Take each line of the data that contains the string "names" and copy it.
(Information begins)
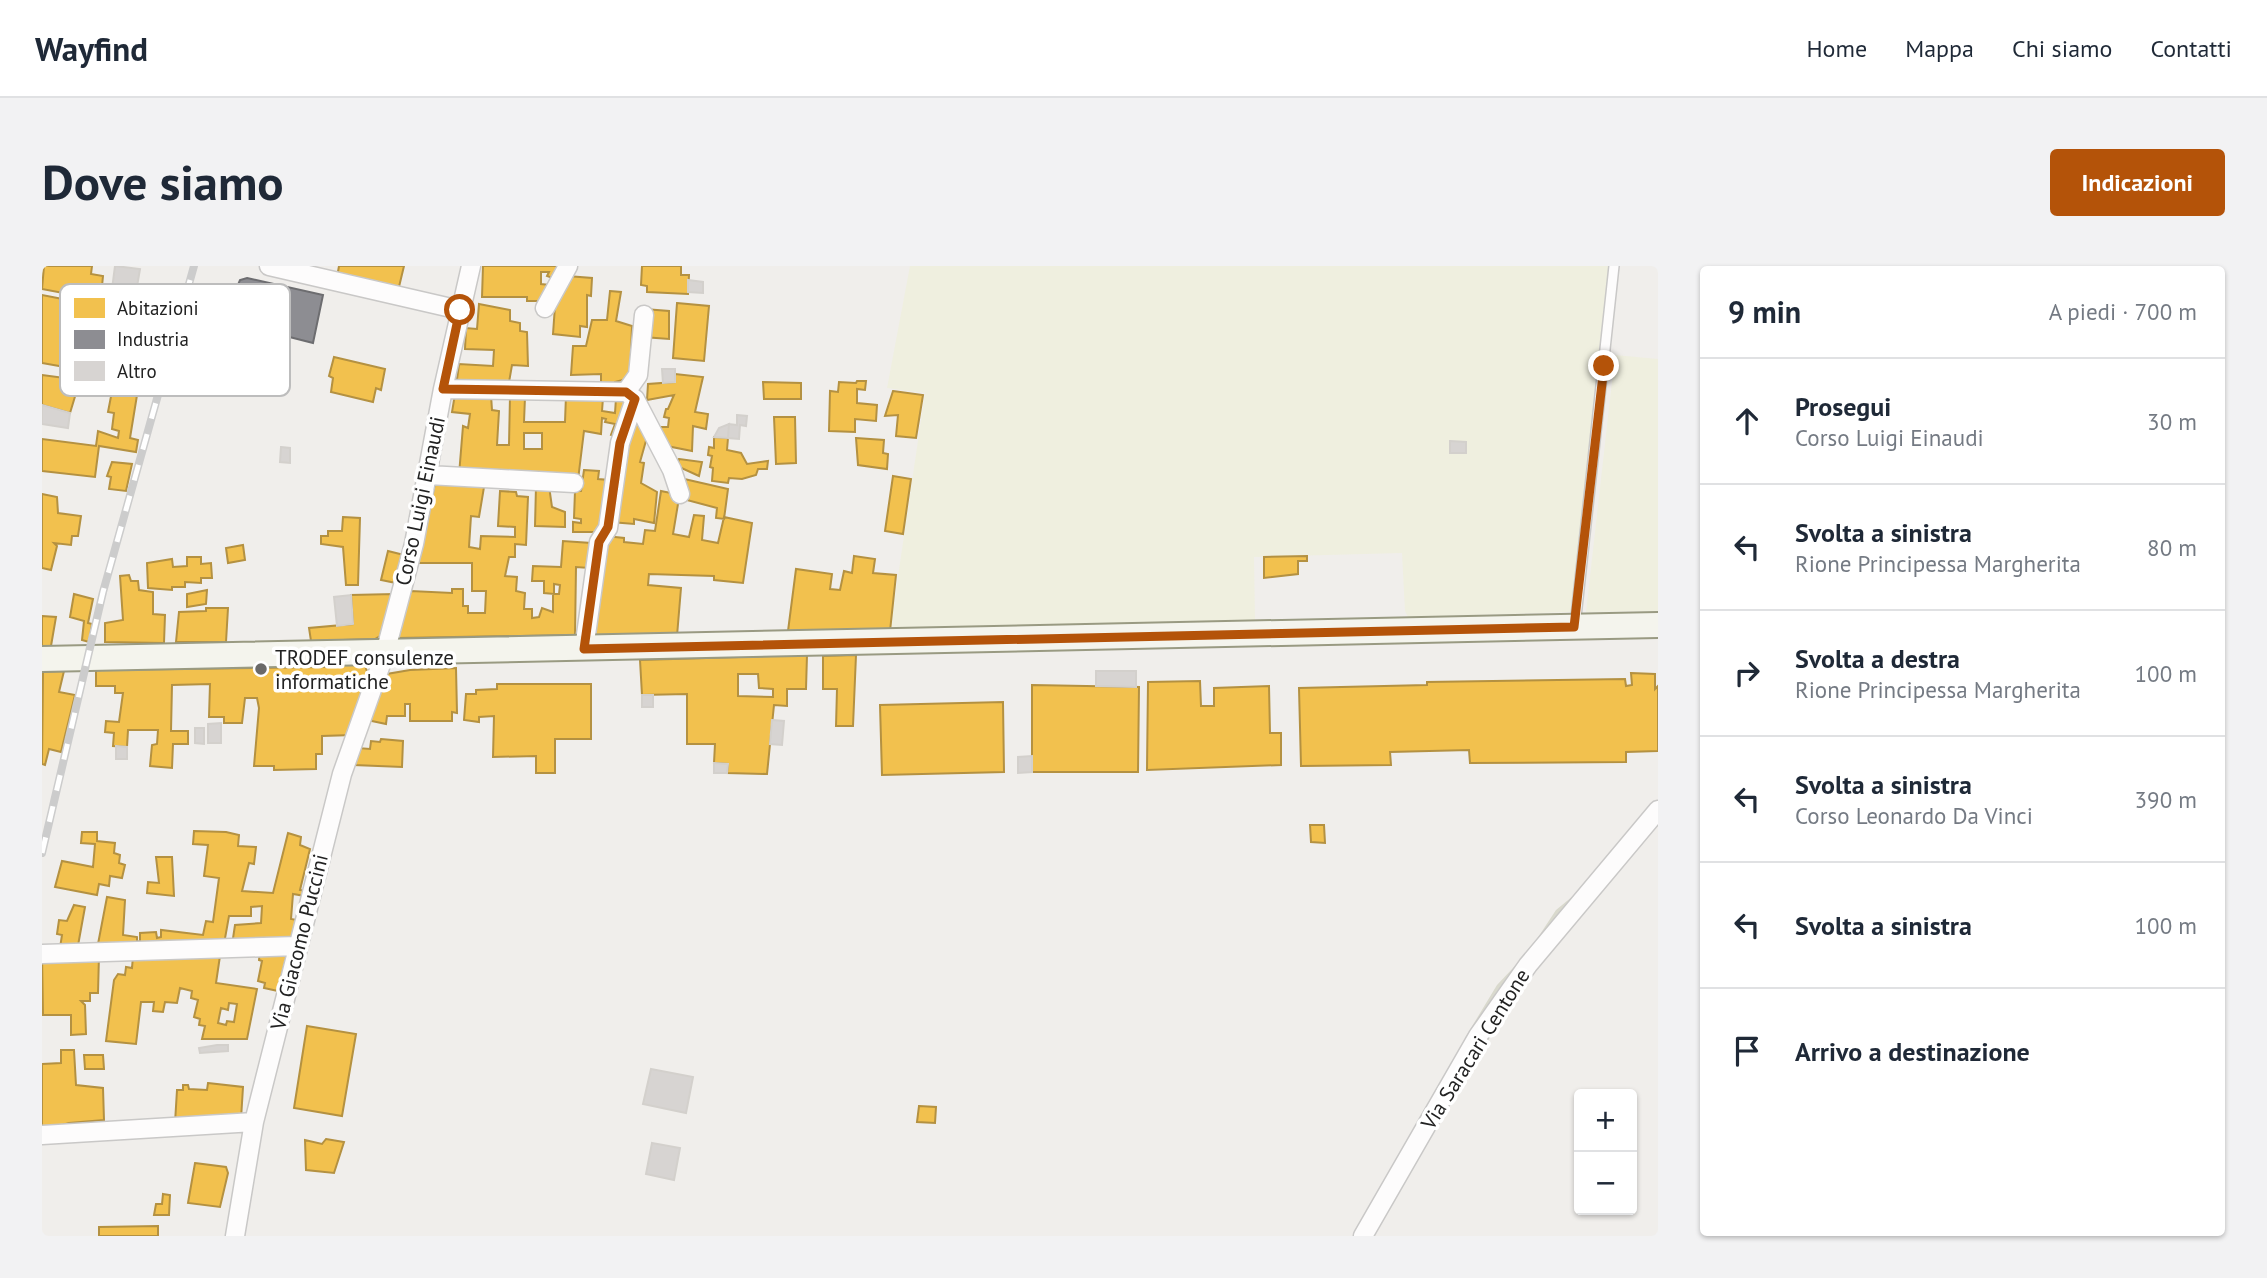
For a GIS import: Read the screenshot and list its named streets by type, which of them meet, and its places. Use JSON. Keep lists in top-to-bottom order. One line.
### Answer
{"streets":{"street":["Corso Luigi Einaudi","Via Giacomo Puccini","Via Saracari Centone"]},"crossings":[["Corso Luigi Einaudi","Via Giacomo Puccini"]],"places":["TRODEF consulenze informatiche"],"legend":["Abitazioni","Industria","Altro"],"page":{"header":"Wayfind","nav":["Home","Mappa","Chi siamo","Contatti"],"buttons":"Indicazioni","title":"Dove siamo","heading":["9 min","A piedi · 700 m"],"list":[["Prosegui","Corso Luigi Einaudi","30 m"],["Svolta a sinistra","Rione Principessa Margherita","80 m"],["Svolta a destra","Rione Principessa Margherita","100 m"],["Svolta a sinistra","Corso Leonardo Da Vinci","390 m"],["Svolta a sinistra","100 m"],"Arrivo a destinazione"],"map_buttons":["+","−"]}}
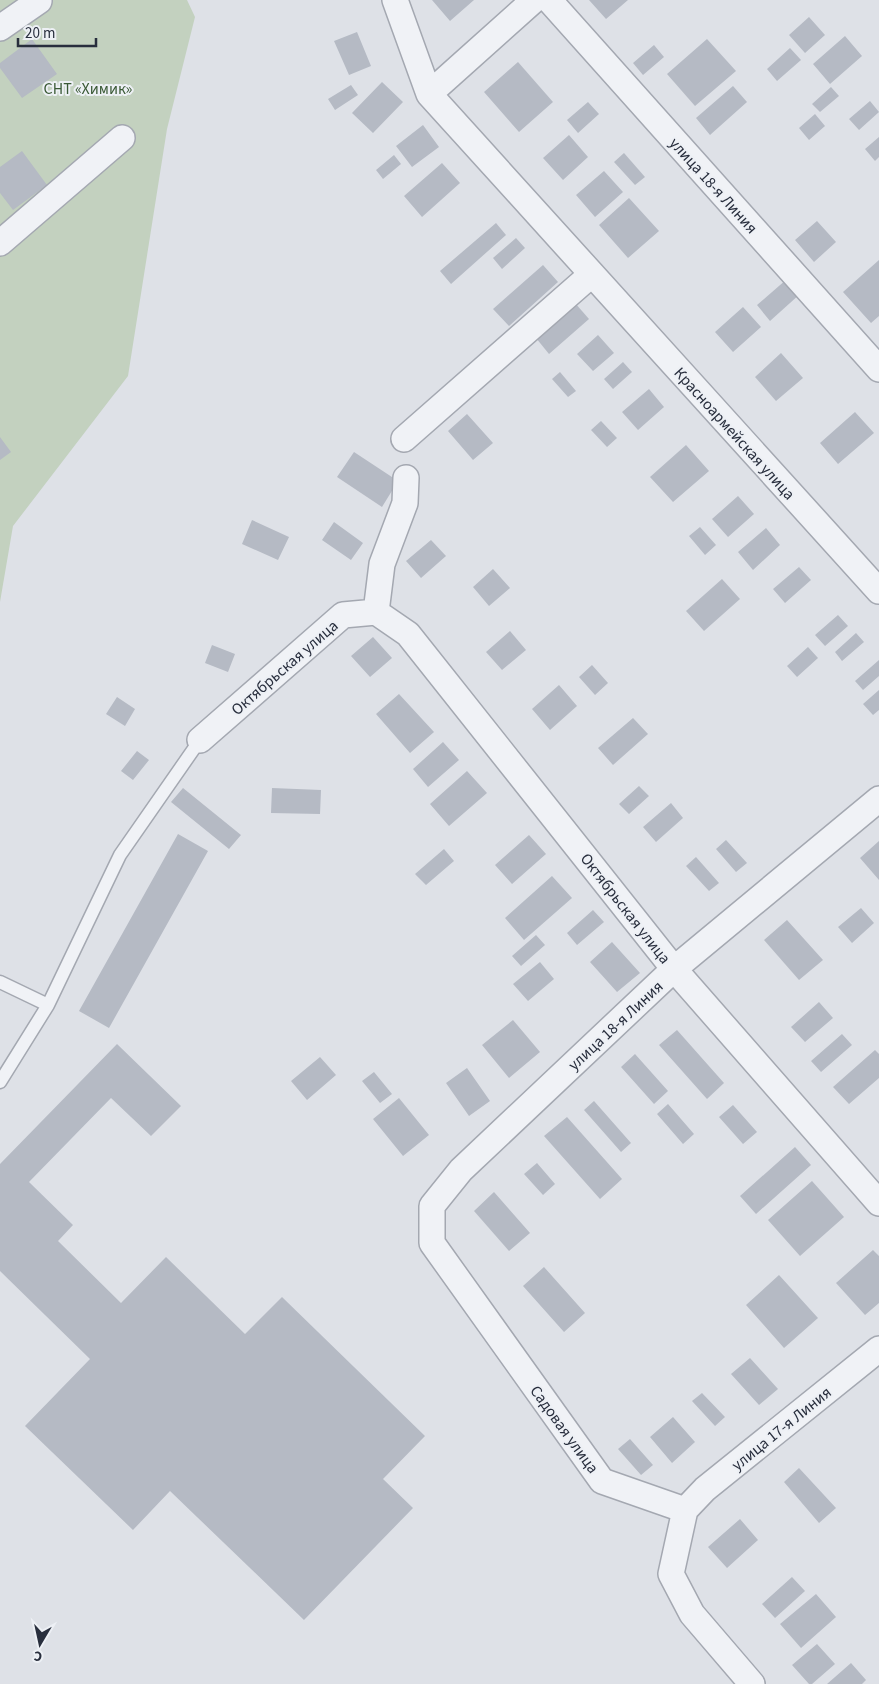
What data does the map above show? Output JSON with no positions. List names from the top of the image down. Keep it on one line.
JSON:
{"streets":{"street":["улица 18-я Линия","Красноармейская улица","Октябрьская улица","улица 17-я Линия","Садовая улица"]},"crossings":[["улица 18-я Линия","Октябрьская улица"],["улица 18-я Линия","Садовая улица"],["улица 17-я Линия","Садовая улица"]],"parks":["СНТ «Химик»"],"scale_bar":"20 m","north":"bottom"}
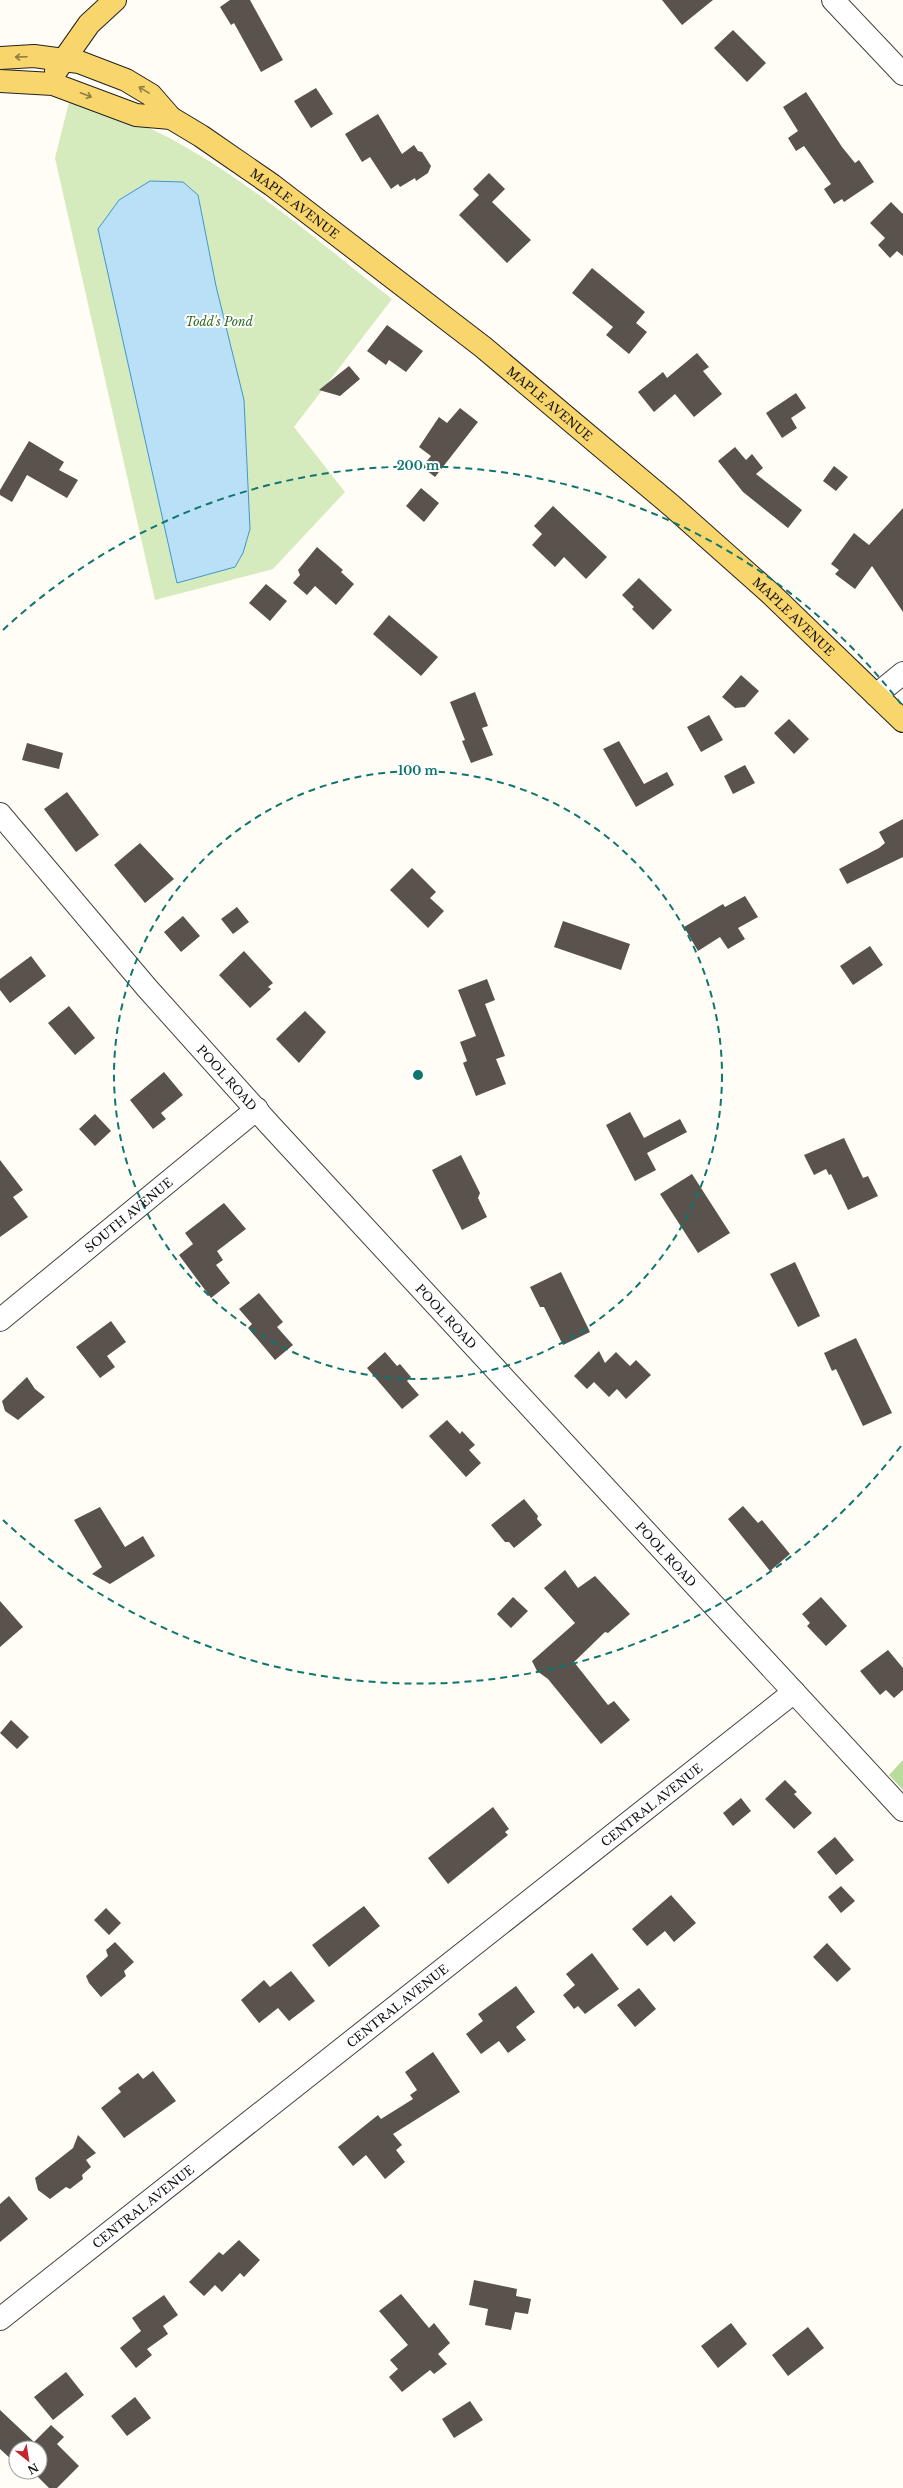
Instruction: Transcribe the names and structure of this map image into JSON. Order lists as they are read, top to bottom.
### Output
{
  "streets": {
    "main road": ["MAPLE AVENUE"],
    "street": ["POOL ROAD", "SOUTH AVENUE", "CENTRAL AVENUE"]
  },
  "crossings": [
    ["POOL ROAD", "SOUTH AVENUE"],
    ["POOL ROAD", "CENTRAL AVENUE"]
  ],
  "parks": ["Todd's Pond"],
  "north": "bottom right",
  "rings": ["200 m", "100 m"]
}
(Information ends)
### Response to the exercise
What data does the map above show? Output JSON with no positions. List names from the top of the image down. Keep it on one line.
Instruction: Transcribe the names and structure of this map image into JSON. Order lists as they are read, top to bottom.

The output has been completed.